Приходит как-то раз Гарин домой в весьма возбужденном состоянии. Садимся обедать. Я, как всегда, стараясь не выдать своего обожания (а способы маскировки есть разные: от периферийного зрения до взгляда, исполненного ну просто предельного — не скажу что безразличия, — но этакого предельно рассеянного внимания), ловлю каждый гаринский жест, каждую интонацию.

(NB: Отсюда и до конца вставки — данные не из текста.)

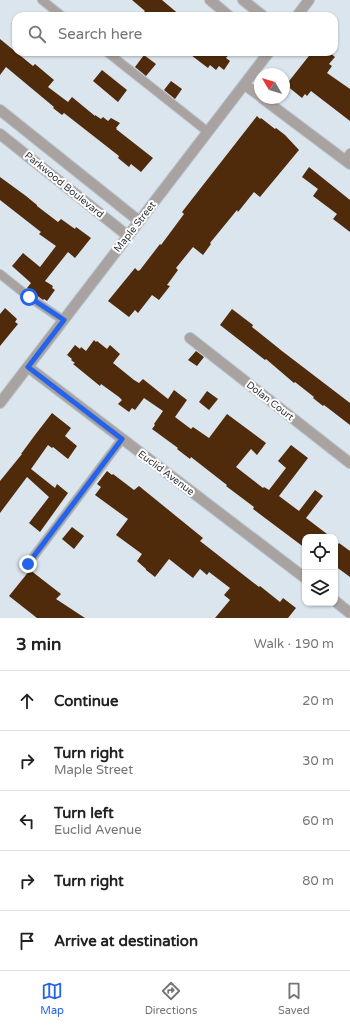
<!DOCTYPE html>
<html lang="en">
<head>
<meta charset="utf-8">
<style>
  body { margin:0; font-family:"Varela Round",sans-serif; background:#f6f6f6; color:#202124 }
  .controls { position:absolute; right:12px; bottom:12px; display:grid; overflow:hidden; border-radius:8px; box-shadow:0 1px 3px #0004 }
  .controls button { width:36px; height:36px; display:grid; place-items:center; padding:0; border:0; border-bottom:1px solid #e0e0e0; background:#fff; color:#202124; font:20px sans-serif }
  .compass { position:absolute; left:254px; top:68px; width:36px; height:36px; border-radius:50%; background:#fff; box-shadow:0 1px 3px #0004; rotate:308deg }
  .stop { position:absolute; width:12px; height:12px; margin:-9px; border:3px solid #2563eb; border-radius:50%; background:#fff }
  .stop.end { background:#2563eb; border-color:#fff; box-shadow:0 1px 4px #0008 }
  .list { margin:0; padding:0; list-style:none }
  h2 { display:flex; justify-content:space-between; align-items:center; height:52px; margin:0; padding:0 16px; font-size:17px }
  h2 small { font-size:13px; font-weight:400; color:#757577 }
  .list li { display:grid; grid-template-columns:26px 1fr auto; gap:12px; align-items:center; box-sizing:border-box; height:60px; padding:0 16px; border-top:1px solid #e0e0e0 }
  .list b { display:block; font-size:15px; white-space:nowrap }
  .list p { margin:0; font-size:13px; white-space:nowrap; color:#757577 }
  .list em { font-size:13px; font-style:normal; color:#757577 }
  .icon { flex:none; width:22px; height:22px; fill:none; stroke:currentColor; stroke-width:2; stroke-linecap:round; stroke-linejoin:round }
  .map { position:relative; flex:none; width:350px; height:618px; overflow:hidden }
  .search { position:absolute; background:#fff; box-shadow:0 1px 3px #0004; left:12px; right:12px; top:12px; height:44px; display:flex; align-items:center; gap:10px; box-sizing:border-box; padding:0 14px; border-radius:12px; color:#757577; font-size:15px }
  .sheet { height:352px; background:#fff }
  nav { display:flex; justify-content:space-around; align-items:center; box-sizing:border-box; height:56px; border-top:1px solid #e0e0e0; background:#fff; font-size:11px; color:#757577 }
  nav a { display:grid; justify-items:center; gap:2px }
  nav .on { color:#2563eb }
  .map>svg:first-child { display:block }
  .building { fill:#4f2a0b }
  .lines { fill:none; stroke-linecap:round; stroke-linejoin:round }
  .lane-casing { stroke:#b9c2c9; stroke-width:10 }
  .street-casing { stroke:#b9c2c9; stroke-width:12 }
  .lane { stroke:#a8a3a1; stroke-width:8 }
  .street { stroke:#a8a3a1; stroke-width:10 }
  .route { stroke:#2563eb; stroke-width:5 }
  .labels { text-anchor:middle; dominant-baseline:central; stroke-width:4; stroke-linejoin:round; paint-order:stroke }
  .street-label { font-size:10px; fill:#33363a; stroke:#fff }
</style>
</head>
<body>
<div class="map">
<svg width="350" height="618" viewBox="0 0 350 618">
  <rect width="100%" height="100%" fill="#dbe5ed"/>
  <!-- building -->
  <path class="building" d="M132 0H162L181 16H140L145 11Z
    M0 39 33 66 35 64 54 80 48 87 68 102 72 97 95 116V115L101 119 103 117 108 121 111 118 120 123 116 128H117L116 129 153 158 141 172 131 164 129 167 118 158 119 156 64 113 62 115 53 108 54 107 6 67 0 75Z
    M187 52H231L226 58 230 61 224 70 219 66 216 70 210 65 208 68Z
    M312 52H329L335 57 329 64 332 66 327 73 350 89V121L311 91 307 96 305 94 302 98 286 85Z
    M144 55 156 64 146 76 135 67Z
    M102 70 127 90 118 102 93 81Z
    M171 81 182 89 175 99 164 90Z
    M257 116 260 119 261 118 275 129 276 128 285 135 299 150 260 197 254 192 238 212 237 210 210 243 211 244 203 255 193 247 176 268 178 270 167 285 170 286 159 300 152 295 138 313 135 310 129 317 108 301 135 268 138 271 140 270 160 244 161 245 184 214 182 212Z
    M309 167 350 200V232L333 219 337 214 313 196 318 189 302 177Z
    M0 177 26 196 37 205V206L58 222 61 219 75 229 76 227 91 238 75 258 68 252 45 281 53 286 52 288 55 290 47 301 44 299 43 300 27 288 31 283 12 266 23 253 40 267 56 246 39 234 41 232 0 200Z
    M5 308 17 319 15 322 18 324 0 346V314Z
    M232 309 253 325 252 327 282 351 350 403V425L324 405 323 406 313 398 314 397 295 382 294 383 266 359 265 360 220 325Z
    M94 340 96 342 97 341 107 349 110 345 120 354 113 363 134 380 139 383 143 379 168 399 174 390 187 400 175 417 191 429 193 427 209 438 227 414 266 443 257 455 251 449 236 467 263 488 264 487 269 490 286 468 278 461 291 445 308 458 279 496 299 511 315 490 323 496 306 518 331 537H305V548L253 509 254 507 226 486 227 485 223 482 191 457 190 459 177 449 178 448 152 429 155 425 154 424 163 411 144 398 135 410 132 408 129 412 118 404 122 400 119 397 101 384 100 386 73 364 75 363 71 360 72 359 67 355 75 345 80 349 81 347 86 351Z
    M196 351 204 357 197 366 188 360Z
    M207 391 218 399 209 410 199 402Z
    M52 413 71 428 65 436 77 446 68 459 53 447 52 448 48 445 31 469 55 488 57 484 68 493 40 532 29 523 49 497 27 477 0 513V481L22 454H21L35 435Z
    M107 471 112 475 113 474 134 490 139 486 203 538 200 541 259 587 260 586 280 602 283 598 296 608 288 618H215L230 600 224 595 230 588 209 572 207 575 200 569 193 578 169 559 155 577 146 570V569L137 561 142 554 116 535 128 519 95 495 101 487 97 484Z
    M72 527 84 536 74 549 62 539Z
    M339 543 350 551V577L335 566V549Z
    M30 570 61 594 56 599 85 618H37L9 596Z"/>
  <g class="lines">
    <defs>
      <path id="lane" d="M42 0 62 16
        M107 52 208 132
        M345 160 350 153
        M0 274 29 297 63 320
        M28 564 122 439"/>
      <path id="street" d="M210 0 229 16
        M243 0 263 16
        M297 16 309 0
        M245 85 260 96
        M262 98 350 164
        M0 110 139 221
        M0 134 128 236
        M190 338 350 463
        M28 367 305 578
        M0 403 269 52
        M335 601 350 613"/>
    </defs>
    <!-- lane casing -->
    <use href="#lane" class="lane-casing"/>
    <!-- street casing -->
    <use href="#street" class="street-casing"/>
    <!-- lane -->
    <use href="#lane" class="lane"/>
    <!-- street -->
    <use href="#street" class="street"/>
  </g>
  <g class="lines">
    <!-- route -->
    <path class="route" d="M28 564 122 439 28 367 64 320 29 297"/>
  </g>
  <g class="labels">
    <!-- street labels -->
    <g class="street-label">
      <text transform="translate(64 185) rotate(39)">Parkwood Boulevard</text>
      <text transform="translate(135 227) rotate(-52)">Maple Street</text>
      <text transform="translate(270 401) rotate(38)">Dolan Court</text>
      <text transform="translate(166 473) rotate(37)">Euclid Avenue</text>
    </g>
  </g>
</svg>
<div class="controls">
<button><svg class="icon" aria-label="locate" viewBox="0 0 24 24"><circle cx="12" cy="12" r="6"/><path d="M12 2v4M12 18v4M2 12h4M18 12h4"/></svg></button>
<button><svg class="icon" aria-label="layers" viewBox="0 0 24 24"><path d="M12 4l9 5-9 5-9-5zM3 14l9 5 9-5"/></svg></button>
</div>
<svg class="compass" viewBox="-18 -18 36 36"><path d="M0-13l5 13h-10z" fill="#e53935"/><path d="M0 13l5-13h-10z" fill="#757577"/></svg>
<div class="stop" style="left:29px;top:297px"></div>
<div class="stop end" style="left:28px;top:564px"></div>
<div class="search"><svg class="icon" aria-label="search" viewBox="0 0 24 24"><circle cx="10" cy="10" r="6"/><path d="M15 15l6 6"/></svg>Search here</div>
</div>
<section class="sheet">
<h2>3 min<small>Walk · 190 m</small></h2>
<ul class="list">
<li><svg class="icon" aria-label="ahead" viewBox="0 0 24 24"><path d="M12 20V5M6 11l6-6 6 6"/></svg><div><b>Continue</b></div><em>20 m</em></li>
<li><svg class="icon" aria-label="right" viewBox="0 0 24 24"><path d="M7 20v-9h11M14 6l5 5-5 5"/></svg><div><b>Turn right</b><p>Maple Street</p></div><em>30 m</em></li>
<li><svg class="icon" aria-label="left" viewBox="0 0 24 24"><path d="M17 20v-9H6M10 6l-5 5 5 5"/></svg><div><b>Turn left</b><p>Euclid Avenue</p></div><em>60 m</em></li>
<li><svg class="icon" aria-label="right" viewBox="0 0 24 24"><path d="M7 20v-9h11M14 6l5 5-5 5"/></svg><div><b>Turn right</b></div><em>80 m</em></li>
<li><svg class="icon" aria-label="arrive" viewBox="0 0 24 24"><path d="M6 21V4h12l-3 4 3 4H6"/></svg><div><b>Arrive at destination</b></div></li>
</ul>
</section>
<nav>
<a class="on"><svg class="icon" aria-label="map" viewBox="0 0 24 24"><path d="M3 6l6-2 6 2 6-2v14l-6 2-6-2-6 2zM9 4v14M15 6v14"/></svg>Map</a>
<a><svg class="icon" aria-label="directions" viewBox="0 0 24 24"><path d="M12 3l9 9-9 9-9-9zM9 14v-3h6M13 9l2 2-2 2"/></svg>Directions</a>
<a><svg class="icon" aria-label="saved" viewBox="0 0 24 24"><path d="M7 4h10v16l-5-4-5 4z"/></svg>Saved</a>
</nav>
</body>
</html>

Восхищаюсь экономностью, снайперской точностью и вместе с тем неподражаемой элегантностью его движений. Вот Гарин с кошачьей грацией тянется к блюдцу с редиской. С замедленностью, передающей колебания в выборе, поводив в воздухе тремя перстами над горкой красно-белых, словно детская сборная «Спартака», крупных для своего возраста головок, рука его плавно пикирует на ту из них, которая ничем не выделяется в соседстве с другими.
Потом он медленно подносит редиску к лицу на уровне носа, будто удивляясь уникальности данного экземпляра, и, не фиксируя это приближение статикой, неуловимым движением забрасывает редиску в рот, предварительно изготовившийся, как голкипер к приему мяча и принявший специально для этого форму буквы «О».
Затем Гарин откидывается на спинку кресла, с хрустом догрызая редиску, чему-то усмехается про себя и тут же расшифровывает причину этой усмешки: «Все-таки удивительный народ мальчишки! Сейчас прошелся по городу — на многих афишах „Мандата“ последняя буква забелена или заклеена. Правда, надо заметить, мне везет на подобные названия: когда я ставил михалковских „Раков“, то впереди они пририсовали букву „С“…»
И без перехода, обращаясь ко мне: «Кстати, Андреус, где достать портрет Мейерхольда в роли лорда Генри, он играл его в фильме „Портрет Дориана Грея“? Фильм не сохранился, но в те времена фильмы шикарно рекламировались, и где-то, должно быть, печатались фото и срезки кадров… Это мне нужно для книги…»
Так я услышал от Гарина, что он пишет книгу.
До этого о том, что Гарин пишет воспоминания, обмолвилась как-то под большим секретом Хеся Александровна. Подтверждение тому мне доводилось видеть мельком в виде рукописных страниц, лежавших на столике и на бюро красного дерева — это была вся мебель, составлявшая обстановку гаринской квартиры, не считая просто кровати и книжных полок, занимавших всю стену от пола до потолка.
Книга писалась, а потом редактировалась не один год…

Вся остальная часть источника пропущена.